The adaptation of Michael Morpurgo’s novel is just about adequate for the show’s needs, and it is a testament to the theatricality of the production— and the secret weapons— that allow the whole to transcend the weakness of this part. Blatantly expository and at times mawkish, the dialogue leaves nothing to our imagination, and therefore little for the majority of the actors to build on. It is workmanlike, and works insofar as we get from plot point A to plot point B, but it is blunt the way a hammer is blunt, a tool that enables the entire construction without materially enhancing it.

It is astounding how little this matters.

It matters little because of the horses. [This is what’s known as burying the lede.] The horses are life-sized puppets brought to life by three operators: one at the head, two beneath. Joey and Topthorn are made from wood and cloth, held together by cables and rods, and are as real as the guy out there in your pasture. This is true. They paw, snort, rear, gallop, and attack the feed in the buckets in exactly the same way as does your own equine friend. Their ears attend to every movement, they spook at loud noises, and are as susceptible to kindness and chocolate as any other horse you know. The actors treat them as such, and this is the heart of the matter: as if the impression that the sixteen hh Joey made was not enough, when the actor playing Albert mounted him, and rode him around, any disbelief that required suspension evaporated as visibly as an exhalation in December. Because these two creatures were so thoroughly embodied, it didn’t matter much that the actors as a majority were not up to snuff [barring the talented and handsome Angus Wright *wink*], or that the text was often bombastic— they was sufficient unto everything as a miracle of performance and craftsmanship personified… er, horsonified?
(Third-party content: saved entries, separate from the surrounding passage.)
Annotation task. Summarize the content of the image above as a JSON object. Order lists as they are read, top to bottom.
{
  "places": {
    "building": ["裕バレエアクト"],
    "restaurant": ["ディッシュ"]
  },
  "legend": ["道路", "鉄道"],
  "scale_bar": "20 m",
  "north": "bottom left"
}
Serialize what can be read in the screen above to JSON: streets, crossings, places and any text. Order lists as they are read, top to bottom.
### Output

I’m going to quibble because it feels nice and insidery: whilst the actors did a superlative job interacting with the horses, we all know they shouldn’t have been crossing behind them [I mean, in fairness.] When Topthorn died [I practically shouted, ‘Oh, no, he’s colicking!’ Bless…], Joey didn’t go as mental as he ought at the loss of his friend. Albert’s heels were nowhere near down. And the horses didn’t get nearly as many curtain calls as they should have done.
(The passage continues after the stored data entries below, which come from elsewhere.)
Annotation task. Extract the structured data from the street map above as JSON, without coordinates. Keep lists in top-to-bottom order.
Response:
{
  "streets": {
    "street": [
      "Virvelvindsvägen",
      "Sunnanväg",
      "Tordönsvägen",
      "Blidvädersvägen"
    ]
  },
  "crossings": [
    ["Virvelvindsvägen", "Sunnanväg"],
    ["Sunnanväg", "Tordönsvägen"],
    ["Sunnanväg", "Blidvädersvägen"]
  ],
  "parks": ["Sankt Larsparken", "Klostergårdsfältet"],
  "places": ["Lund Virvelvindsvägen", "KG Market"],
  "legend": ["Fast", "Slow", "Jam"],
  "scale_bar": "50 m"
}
Otherwise, I believe that young lives have been changed by this production. Have you every heard teenagers screaming approbation at anything other than a rock concert? Me, neither. Who knows how many theatre artists are being created on any given night? And it is a blatant wooing on the part of the practitioners: the horses are designed in such a way that their ‘skeletons’, their structures, are utterly exposed. The myriad lengths of wood are on the outside of the gauzy cloth ‘skin’. They should be perceived as nothing but artifice, but they are not, not from the second that little pony Joey wobbles onstage, to Albert’s understated return home on a mature Joey’s back. It is as if the creators are trying to make it as impossible as possible to ensure our belief, and yet we do, and so theirs is the purest triumph. I don’t know how a kid who might the slightest glimmer of a theatrical aspiration could fight the feeling in the face of this. It’s certainly re-inspired my conviction in the power of live theatrical performance— and that’s saying something.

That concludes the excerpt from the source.